Gluck writes from the viewpoint of the iris, addressing the reader from “the other world” that is deep below ground. The iris breaks through the surface of the earth to find its voice, to share, exquisitely, what it is like to burst into being, into bloom­—“from the center of my life came a great fountain…” 

Gluck is not alone in her devotion to the iris, which has an enchanting history. The iris is named after the Greek goddess Iris, the goddess of the rainbow. In the Greek language, the word “iris” means rainbow, and “eiris” means messenger. The Dictionary of Greek and Roman Biography and Mythology notes that in addition to generating rainbows, Iris used her light to create multicolored flames to deter enemies. Iris also traveled on rainbows, carrying messages from the gods to mortals. Legend has it that colorful flowers sprung up wherever she stepped.
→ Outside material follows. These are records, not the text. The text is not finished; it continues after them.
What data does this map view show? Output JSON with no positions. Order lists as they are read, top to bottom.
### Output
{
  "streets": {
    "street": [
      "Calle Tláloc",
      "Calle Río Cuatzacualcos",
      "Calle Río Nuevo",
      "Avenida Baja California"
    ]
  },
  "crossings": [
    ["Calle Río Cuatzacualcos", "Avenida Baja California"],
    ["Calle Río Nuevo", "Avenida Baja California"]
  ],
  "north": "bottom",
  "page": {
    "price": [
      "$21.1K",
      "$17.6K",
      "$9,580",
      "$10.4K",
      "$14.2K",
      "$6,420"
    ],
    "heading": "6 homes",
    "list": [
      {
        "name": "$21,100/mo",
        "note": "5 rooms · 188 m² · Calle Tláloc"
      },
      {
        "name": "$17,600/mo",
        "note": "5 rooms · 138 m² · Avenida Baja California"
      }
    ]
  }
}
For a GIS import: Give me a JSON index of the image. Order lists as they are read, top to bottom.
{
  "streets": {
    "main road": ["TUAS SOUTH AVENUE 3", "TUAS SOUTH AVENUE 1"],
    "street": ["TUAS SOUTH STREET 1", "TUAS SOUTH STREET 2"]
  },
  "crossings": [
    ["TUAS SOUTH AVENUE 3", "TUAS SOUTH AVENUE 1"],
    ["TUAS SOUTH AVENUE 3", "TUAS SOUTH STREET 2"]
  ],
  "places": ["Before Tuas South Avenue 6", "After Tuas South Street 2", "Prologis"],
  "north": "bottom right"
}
To this day, we call
them iris. 

The cultivation of the iris dates back over three thousand years to 1469 B.C. King Thutmose III of Egypt was an avid gardener obsessed with acquiring new plants. When Egypt conquered Syria, he found iris growing in abundance. Shortly after introducing them to his gardens, the iris became popular. To the Egyptians, it symbolized both the essence and renewal of life. Depicted in many ancient carvings, the shapely flower may have inspired the fleur-de-lis emblem adopted by the French monarchy in the medieval ages. This iconic symbol still permeates modern culture.  
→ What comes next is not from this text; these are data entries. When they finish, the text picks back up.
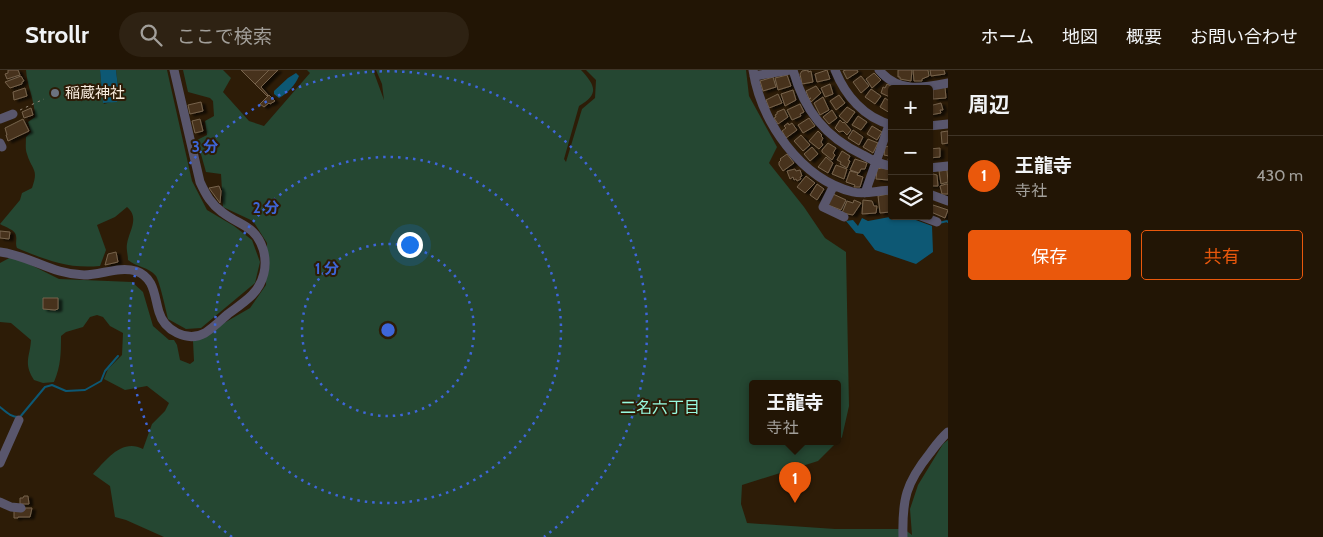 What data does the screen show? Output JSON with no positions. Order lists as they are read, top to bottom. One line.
{"districts":["二名六丁目"],"places":["稲蔵神社"],"page":{"header":"Strollr","search":"ここで検索","nav":["ホーム","地図","概要","お問い合わせ"],"heading":"周辺","map_buttons":["+","−"],"list":[{"mark":"1","name":"王龍寺","note":"寺社","value":"430 m"}],"buttons":["保存","共有"],"popup":["王龍寺","寺社"],"pins":"1"},"rings":["3 分","2 分","1 分"]} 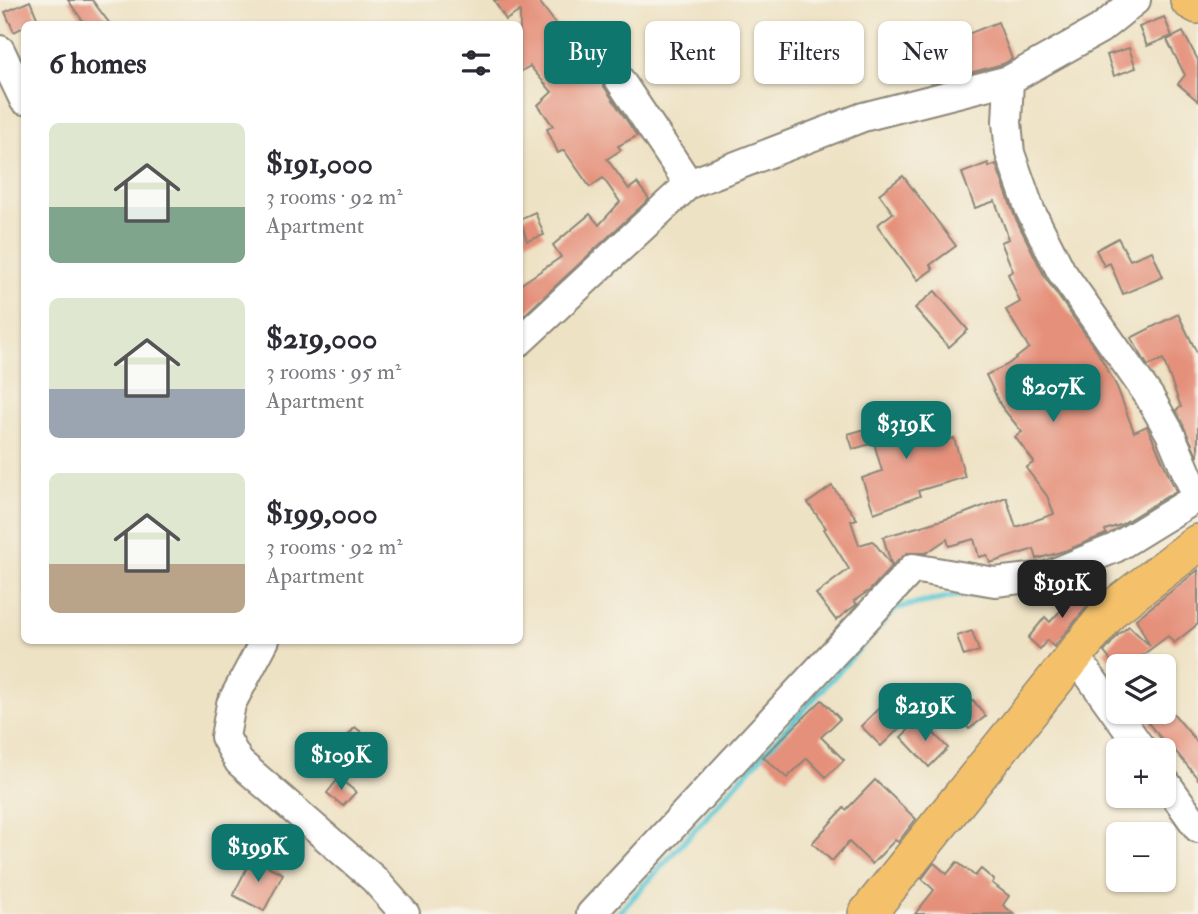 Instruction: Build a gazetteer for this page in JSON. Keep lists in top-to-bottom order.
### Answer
{
  "page": {
    "chip": [
      "Buy",
      "Rent",
      "Filters",
      "New"
    ],
    "heading": "6 homes",
    "list": [
      {
        "name": "$191,000",
        "note": "3 rooms · 92 m² · Apartment"
      },
      {
        "name": "$219,000",
        "note": "3 rooms · 95 m² · Apartment"
      },
      {
        "name": "$199,000",
        "note": "3 rooms · 92 m² · Apartment"
      }
    ],
    "price": [
      "$207K",
      "$319K",
      "$191K",
      "$219K",
      "$109K",
      "$199K"
    ],
    "map_buttons": ["+", "−"]
  }
} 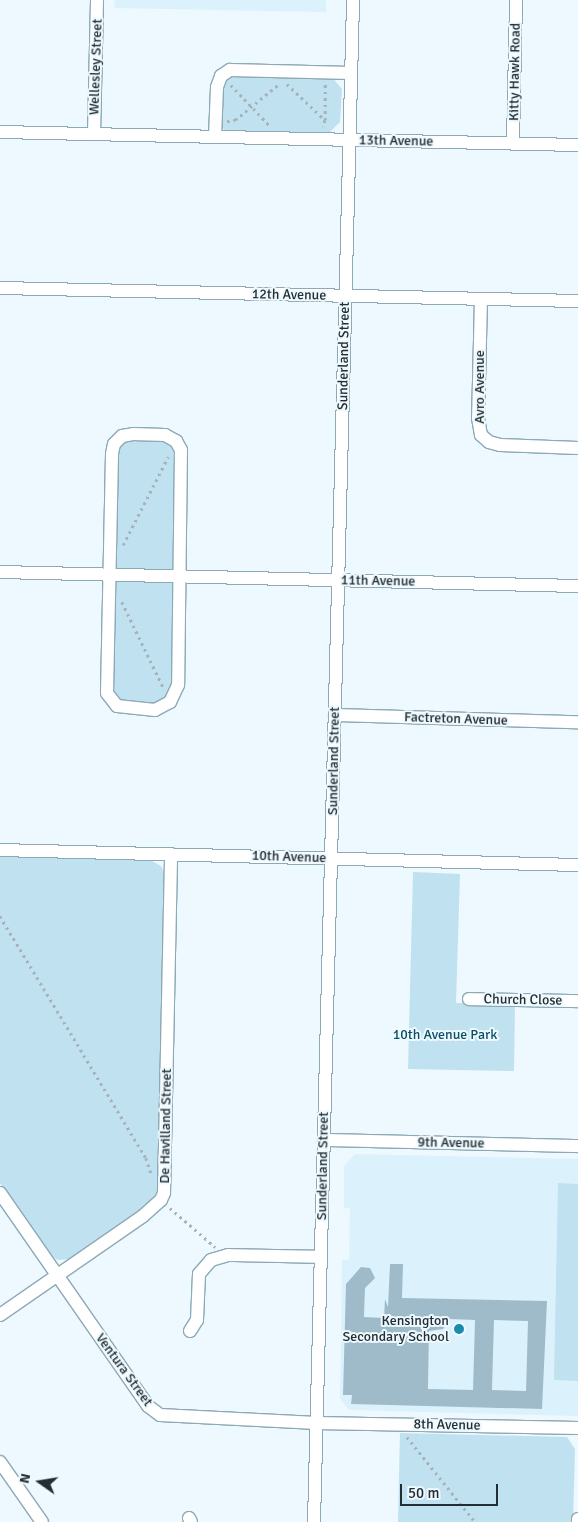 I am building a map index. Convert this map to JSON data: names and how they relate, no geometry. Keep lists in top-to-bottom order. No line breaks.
{"streets":{"street":["Wellesley Street","Kitty Hawk Road","13th Avenue","12th Avenue","Sunderland Street","Avro Avenue","11th Avenue","Factreton Avenue","10th Avenue","Church Close","De Havilland Street","9th Avenue","Ventura Street","8th Avenue"]},"crossings":[["Wellesley Street","13th Avenue"],["Kitty Hawk Road","13th Avenue"],["13th Avenue","Sunderland Street"],["12th Avenue","Sunderland Street"],["12th Avenue","Avro Avenue"],["Sunderland Street","11th Avenue"],["Sunderland Street","Factreton Avenue"],["Sunderland Street","10th Avenue"],["Sunderland Street","9th Avenue"],["Sunderland Street","Ventura Street"],["Sunderland Street","8th Avenue"],["10th Avenue","De Havilland Street"],["De Havilland Street","Ventura Street"],["Ventura Street","8th Avenue"]],"parks":["10th Avenue Park"],"places":["Kensington Secondary School"],"scale_bar":"50 m","north":"left"}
The most popular iris today may be the bearded iris (Iris Germanica). They have brightly colored fuzzy “beards” that appear on the “falls” or petals that droop downward and attract pollinators. The upright petals on an iris are called “standards.” Ben Schreiner helps manage Schreiner’s Iris Gardens in Oregon, founded by his great-grandfather F. X. Schreiner in 1925. Schreiner, who handles over five million irises a year, notes that iris are not only beautiful and available in hundreds of hues and color combinations, they are very easy to grow. “We dig out the iris in September, put them in black trays, and leave them outside all winter with no medium [dirt] in the trays. When we plant them in April, they will grow in the field,” he explains. Occasionally, he has dropped an iris only to find it growing on its own, sprouting roots and “planting itself” right in the ground. 

He explains that iris are not bulbs, as many assume, but “rhizomes.’ September and October are ideal months in Maryland for planting and transplanting iris. To plant, lay each one down sideways in a shallow trough and cover lightly with dirt, with the top slightly exposed. They prefer slightly acidic, well-drained soil and at least six hours of full sun. Iris take a year or two to bloom but multiply year after year and become larger and more beautiful as they age.
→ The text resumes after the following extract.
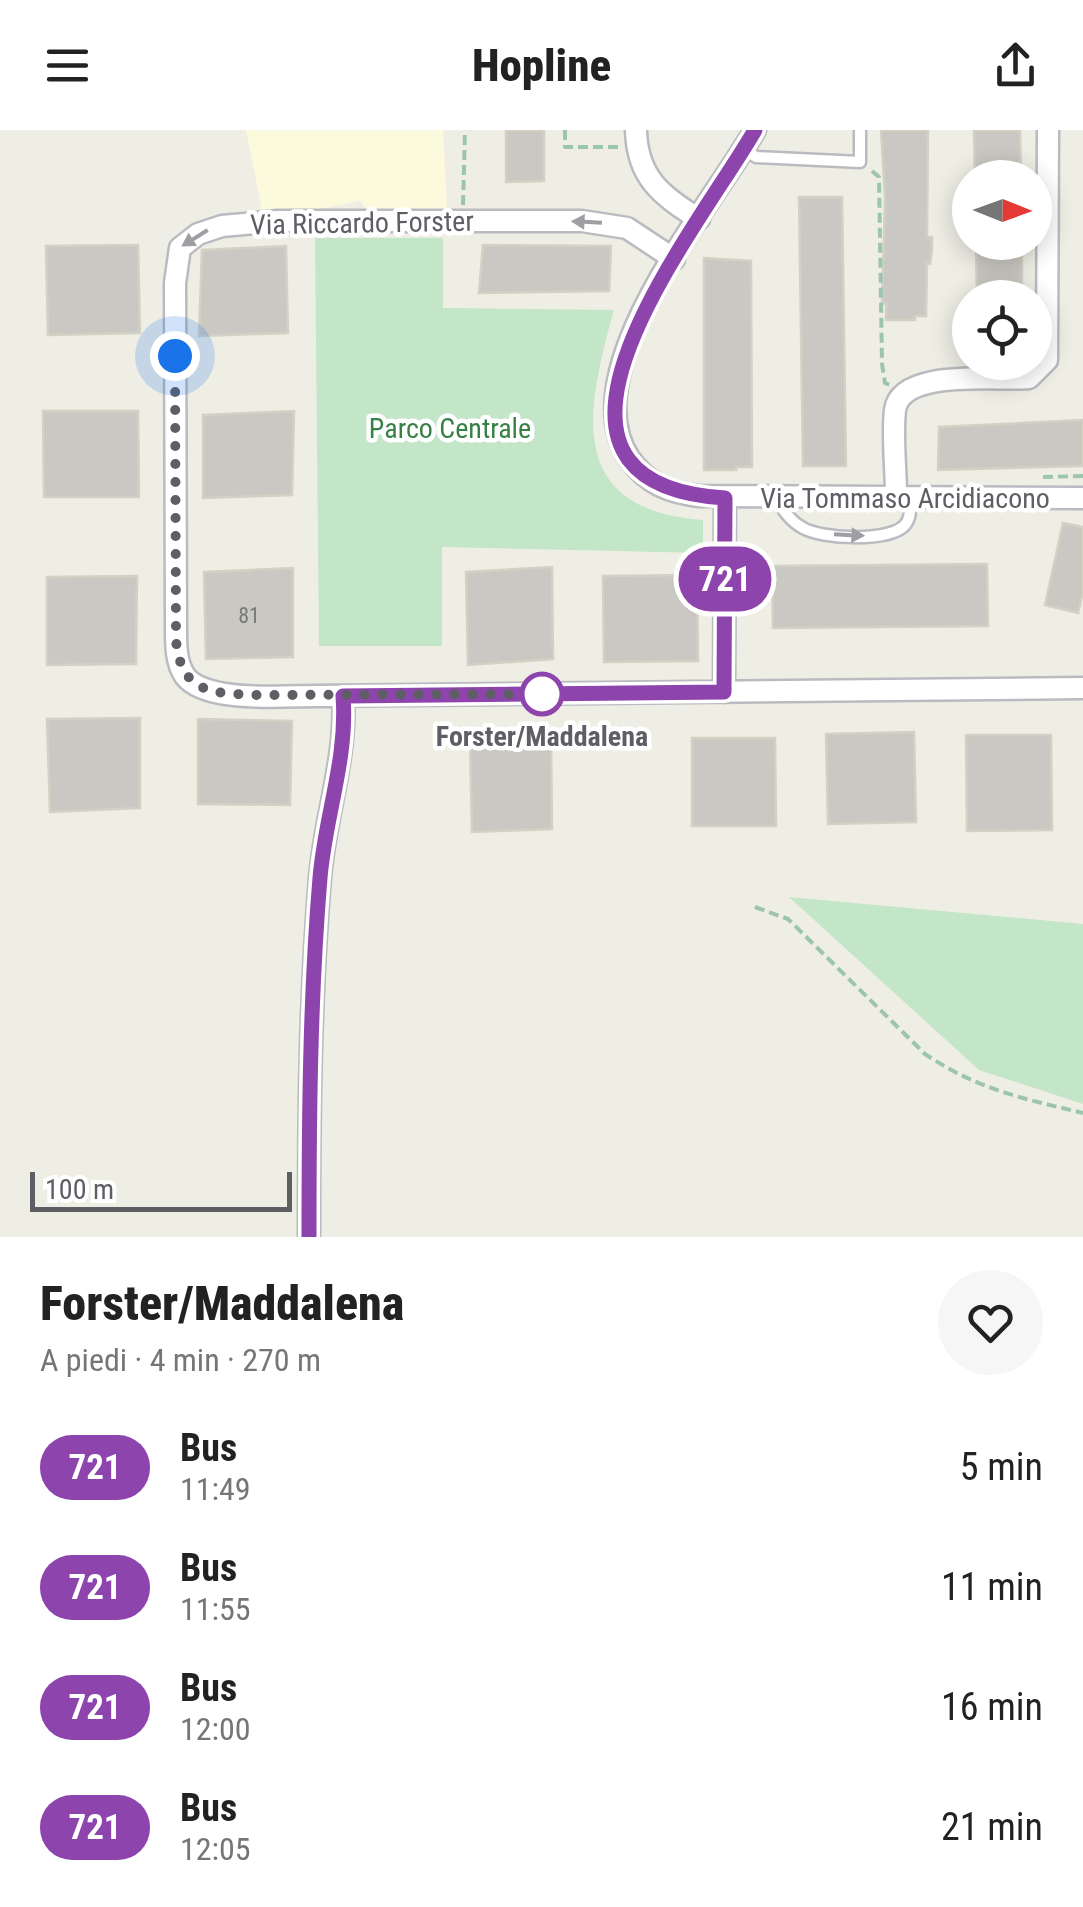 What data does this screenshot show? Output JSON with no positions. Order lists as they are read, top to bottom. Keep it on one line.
{"streets":{"street":["Via Riccardo Forster","Via Tommaso Arcidiacono"]},"crossings":[["Via Riccardo Forster","Via Tommaso Arcidiacono"]],"parks":["Parco Centrale"],"places":["Forster/Maddalena"],"lines":["bus line 721"],"house_numbers":["81"],"scale_bar":"100 m","north":"right","page":{"header":"Hopline","on_map":"721","scale":"100 m","heading":["Forster/Maddalena","A piedi · 4 min · 270 m"],"list":[{"mark":"721","name":"Bus","note":"11:49","value":"5 min"},{"mark":"721","name":"Bus","note":"11:55","value":"11 min"},{"mark":"721","name":"Bus","note":"12:00","value":"16 min"},{"mark":"721","name":"Bus","note":"12:05","value":"21 min"}]}}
However, keep an eye on them. Divide your iris every three to four years, or they may stop blooming. No need to stress out over this, says Schreiner. Simply lift the rhizome out, snap off any protruding “limbs,” and replant the largest ones. To encourage bigger blooms, Schreiner suggests fertilizing with bonemeal or a 6-10-10 fertilizer one month prior to budding. In our zone 7, this would be late April. 

Iris is the perfect plant for the beginner. If you don’t have any, shop for them locally or find a friend who has transplants to give away. For a treat and an education, check out Schreiner’s website to browse prize-winning cultivars and bi-colored Japanese hybrids. I suggest planting 5 to 7 at a time. 

I promise your garden and your being will never be the same. It is never too late to pay homage to this gorgeous creation, to study its intricate anatomy, and to summon the rainbow to the garden.



How to Plant Iris

  Plant iris in full sun (6 to 8 hours a day).

  Dig a shallow trench, sprinkle bonemeal, and place sideways.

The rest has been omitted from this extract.